Lines from the beginning of the entries up to and including the one with "position:relative; width:2079px; height:1690px;" must be duplicated word for word; leave out all others.

Collected data
____
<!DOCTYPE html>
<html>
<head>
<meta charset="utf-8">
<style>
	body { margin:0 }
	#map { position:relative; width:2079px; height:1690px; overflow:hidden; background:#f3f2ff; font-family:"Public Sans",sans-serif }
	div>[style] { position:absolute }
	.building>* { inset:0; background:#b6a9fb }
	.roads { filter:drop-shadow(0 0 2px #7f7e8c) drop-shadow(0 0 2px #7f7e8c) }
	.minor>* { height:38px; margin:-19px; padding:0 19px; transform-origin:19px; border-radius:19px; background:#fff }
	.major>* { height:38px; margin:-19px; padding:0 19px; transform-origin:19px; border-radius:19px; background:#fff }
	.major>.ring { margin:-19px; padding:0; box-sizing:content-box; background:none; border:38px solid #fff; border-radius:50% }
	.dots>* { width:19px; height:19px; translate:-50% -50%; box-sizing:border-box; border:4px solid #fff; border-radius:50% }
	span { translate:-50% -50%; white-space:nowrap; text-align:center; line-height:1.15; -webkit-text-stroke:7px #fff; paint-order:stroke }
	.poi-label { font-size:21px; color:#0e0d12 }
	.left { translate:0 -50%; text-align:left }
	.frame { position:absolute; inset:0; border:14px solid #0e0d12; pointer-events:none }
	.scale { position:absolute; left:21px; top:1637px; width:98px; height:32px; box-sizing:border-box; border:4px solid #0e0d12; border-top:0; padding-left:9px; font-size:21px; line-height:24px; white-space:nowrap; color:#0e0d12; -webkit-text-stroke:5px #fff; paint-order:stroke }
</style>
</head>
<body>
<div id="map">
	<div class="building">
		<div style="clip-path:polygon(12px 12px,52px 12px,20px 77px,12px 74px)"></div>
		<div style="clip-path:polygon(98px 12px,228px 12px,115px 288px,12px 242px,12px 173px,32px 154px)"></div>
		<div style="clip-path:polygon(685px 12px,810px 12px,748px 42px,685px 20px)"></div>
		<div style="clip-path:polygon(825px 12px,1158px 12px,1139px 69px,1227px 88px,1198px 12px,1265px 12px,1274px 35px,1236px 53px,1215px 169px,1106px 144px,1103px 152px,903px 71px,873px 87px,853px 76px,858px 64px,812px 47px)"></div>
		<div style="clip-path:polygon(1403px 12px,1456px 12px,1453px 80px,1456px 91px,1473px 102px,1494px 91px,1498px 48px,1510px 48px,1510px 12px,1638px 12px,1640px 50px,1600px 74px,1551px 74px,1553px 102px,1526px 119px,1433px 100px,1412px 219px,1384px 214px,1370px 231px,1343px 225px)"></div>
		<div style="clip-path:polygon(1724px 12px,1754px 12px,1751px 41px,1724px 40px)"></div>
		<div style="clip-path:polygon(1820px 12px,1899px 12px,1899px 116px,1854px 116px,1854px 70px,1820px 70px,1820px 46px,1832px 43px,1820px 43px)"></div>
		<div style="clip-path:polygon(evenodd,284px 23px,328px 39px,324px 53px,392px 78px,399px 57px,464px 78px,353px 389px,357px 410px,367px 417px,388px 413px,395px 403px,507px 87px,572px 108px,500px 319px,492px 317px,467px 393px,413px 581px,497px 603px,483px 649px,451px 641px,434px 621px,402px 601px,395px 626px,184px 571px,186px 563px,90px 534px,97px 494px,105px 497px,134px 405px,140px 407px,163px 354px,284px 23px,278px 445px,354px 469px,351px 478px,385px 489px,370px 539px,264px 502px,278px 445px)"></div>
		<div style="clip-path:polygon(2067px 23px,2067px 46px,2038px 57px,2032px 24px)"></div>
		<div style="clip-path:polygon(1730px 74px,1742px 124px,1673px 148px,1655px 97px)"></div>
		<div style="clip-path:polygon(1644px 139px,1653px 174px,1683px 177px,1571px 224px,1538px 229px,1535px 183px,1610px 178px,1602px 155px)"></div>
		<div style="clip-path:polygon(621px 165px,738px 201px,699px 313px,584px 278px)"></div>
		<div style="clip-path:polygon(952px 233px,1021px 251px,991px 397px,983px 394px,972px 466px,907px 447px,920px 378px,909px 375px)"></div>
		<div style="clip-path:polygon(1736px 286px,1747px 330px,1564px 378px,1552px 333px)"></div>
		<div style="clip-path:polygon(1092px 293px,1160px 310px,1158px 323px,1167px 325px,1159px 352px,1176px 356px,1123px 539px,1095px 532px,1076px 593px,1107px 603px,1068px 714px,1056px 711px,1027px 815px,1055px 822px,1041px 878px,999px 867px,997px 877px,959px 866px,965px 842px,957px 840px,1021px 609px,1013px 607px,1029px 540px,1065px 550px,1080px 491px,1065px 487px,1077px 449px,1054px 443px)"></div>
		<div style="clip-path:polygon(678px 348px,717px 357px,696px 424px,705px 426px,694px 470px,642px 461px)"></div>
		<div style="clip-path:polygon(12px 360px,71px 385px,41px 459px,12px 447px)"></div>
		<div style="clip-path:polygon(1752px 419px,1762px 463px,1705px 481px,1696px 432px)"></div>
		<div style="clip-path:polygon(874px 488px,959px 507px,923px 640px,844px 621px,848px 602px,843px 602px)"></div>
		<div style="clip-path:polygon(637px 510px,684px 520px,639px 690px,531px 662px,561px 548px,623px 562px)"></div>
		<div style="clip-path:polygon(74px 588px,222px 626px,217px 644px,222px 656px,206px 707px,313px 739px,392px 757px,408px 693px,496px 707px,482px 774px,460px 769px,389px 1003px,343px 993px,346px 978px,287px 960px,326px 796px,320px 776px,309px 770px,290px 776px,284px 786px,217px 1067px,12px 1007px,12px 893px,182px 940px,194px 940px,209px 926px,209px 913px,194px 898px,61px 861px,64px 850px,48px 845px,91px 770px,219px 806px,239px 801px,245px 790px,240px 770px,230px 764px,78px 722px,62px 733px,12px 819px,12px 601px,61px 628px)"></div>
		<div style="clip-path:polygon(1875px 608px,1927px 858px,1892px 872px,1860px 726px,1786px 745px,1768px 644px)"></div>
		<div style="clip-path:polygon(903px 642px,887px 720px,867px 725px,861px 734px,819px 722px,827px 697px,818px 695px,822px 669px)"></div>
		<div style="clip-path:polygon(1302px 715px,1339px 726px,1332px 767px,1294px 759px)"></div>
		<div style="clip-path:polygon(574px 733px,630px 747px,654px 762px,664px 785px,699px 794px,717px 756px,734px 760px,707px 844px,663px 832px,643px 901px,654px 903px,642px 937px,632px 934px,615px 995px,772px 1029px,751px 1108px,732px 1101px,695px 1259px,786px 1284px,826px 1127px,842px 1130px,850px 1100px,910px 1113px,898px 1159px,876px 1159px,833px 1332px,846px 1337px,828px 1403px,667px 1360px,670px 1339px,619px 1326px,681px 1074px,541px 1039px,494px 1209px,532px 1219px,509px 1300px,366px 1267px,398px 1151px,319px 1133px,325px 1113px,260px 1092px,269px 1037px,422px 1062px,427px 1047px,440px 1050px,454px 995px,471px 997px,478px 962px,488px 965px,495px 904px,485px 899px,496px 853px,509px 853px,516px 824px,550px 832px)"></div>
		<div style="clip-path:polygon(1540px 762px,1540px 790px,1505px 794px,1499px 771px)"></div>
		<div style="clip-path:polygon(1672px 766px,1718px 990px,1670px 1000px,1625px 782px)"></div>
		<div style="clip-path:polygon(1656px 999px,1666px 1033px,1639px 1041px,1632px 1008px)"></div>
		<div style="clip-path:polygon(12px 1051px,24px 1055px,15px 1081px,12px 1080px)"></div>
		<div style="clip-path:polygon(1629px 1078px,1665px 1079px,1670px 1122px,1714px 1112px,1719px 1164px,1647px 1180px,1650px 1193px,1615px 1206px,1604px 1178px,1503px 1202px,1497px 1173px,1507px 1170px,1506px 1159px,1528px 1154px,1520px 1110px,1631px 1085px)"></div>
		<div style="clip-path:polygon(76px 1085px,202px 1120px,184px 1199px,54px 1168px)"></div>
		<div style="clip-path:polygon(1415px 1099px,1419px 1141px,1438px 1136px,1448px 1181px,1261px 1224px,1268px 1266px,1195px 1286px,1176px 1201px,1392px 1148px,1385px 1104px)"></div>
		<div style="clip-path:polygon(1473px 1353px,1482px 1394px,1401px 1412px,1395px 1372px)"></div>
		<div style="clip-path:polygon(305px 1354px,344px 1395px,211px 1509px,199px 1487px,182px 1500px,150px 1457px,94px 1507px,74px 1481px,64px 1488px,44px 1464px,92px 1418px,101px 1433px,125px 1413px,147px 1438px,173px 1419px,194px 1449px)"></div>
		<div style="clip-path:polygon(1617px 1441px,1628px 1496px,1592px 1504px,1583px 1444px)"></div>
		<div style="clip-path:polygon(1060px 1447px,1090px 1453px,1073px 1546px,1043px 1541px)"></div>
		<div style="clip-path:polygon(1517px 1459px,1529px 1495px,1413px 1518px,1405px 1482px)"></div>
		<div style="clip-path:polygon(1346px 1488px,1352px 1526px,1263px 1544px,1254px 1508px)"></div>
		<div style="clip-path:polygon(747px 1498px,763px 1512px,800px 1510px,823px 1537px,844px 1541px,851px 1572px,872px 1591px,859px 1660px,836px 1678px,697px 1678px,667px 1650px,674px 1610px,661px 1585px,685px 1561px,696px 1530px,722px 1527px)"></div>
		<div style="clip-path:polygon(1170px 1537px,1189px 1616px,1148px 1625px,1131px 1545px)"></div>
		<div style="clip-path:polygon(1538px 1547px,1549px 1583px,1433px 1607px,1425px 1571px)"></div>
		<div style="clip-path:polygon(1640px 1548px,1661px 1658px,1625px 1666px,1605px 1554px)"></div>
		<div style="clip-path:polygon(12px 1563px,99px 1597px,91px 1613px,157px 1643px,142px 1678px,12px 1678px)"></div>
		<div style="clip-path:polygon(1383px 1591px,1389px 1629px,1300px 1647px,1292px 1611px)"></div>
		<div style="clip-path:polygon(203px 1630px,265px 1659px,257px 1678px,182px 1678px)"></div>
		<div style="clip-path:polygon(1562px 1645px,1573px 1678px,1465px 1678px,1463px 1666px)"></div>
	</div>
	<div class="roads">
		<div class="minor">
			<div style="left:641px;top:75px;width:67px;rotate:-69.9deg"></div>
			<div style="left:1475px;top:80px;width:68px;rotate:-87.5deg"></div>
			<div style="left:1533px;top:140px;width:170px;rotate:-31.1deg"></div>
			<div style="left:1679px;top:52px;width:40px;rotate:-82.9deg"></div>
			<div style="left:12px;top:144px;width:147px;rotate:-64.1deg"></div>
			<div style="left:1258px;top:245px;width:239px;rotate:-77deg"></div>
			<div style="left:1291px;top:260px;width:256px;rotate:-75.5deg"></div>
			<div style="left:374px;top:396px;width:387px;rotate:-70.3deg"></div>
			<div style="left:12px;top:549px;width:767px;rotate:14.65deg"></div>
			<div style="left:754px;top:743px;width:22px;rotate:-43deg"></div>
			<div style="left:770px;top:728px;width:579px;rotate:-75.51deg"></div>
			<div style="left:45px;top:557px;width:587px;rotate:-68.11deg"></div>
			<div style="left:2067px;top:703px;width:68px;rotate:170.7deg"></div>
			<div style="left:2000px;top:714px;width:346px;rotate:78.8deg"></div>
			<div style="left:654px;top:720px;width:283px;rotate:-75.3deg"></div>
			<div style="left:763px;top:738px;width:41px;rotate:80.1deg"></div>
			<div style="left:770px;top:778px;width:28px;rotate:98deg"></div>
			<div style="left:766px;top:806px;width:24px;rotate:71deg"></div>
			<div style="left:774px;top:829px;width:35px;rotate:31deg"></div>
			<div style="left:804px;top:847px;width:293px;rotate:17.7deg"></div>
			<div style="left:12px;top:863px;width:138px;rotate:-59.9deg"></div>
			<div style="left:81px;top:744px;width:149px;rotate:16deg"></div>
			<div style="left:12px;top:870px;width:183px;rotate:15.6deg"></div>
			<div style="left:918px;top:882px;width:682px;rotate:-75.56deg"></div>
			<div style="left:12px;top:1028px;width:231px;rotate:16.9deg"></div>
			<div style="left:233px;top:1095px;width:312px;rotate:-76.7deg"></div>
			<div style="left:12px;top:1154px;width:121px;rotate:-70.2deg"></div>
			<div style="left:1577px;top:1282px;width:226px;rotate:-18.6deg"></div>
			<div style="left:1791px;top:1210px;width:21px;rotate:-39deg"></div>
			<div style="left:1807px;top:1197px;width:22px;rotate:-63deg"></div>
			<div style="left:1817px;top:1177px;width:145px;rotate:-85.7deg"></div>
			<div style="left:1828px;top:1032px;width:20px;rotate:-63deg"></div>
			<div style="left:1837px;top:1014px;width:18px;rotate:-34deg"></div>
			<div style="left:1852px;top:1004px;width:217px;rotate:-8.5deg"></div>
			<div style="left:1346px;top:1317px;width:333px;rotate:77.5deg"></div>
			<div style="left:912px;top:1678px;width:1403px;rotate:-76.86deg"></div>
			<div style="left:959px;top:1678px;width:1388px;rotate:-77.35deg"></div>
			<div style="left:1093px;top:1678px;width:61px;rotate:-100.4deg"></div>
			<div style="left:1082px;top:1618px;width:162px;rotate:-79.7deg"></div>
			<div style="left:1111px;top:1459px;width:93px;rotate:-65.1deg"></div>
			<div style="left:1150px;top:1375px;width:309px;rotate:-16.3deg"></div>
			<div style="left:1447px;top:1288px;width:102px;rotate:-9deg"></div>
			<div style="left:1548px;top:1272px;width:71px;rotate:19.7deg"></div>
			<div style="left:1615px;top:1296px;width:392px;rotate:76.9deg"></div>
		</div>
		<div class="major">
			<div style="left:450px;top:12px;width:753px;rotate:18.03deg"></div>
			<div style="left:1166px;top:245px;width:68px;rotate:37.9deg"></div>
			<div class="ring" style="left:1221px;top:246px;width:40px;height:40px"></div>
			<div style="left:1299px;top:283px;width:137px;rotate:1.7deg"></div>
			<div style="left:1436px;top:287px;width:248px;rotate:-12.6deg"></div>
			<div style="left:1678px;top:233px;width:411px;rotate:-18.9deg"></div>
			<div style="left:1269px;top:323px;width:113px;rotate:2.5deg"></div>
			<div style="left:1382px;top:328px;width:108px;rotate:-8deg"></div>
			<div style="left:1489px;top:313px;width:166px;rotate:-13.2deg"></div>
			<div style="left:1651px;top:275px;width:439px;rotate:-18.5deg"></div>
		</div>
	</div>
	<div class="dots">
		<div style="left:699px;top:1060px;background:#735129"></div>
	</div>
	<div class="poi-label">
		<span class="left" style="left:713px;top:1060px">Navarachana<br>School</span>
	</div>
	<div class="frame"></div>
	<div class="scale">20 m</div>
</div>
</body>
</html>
____
# Written answer
<!DOCTYPE html>
<html>
<head>
<meta charset="utf-8">
<style>
	body { margin:0 }
	#map { position:relative; width:2079px; height:1690px; overflow:hidden; background:#f3f2ff; font-family:"Public Sans",sans-serif }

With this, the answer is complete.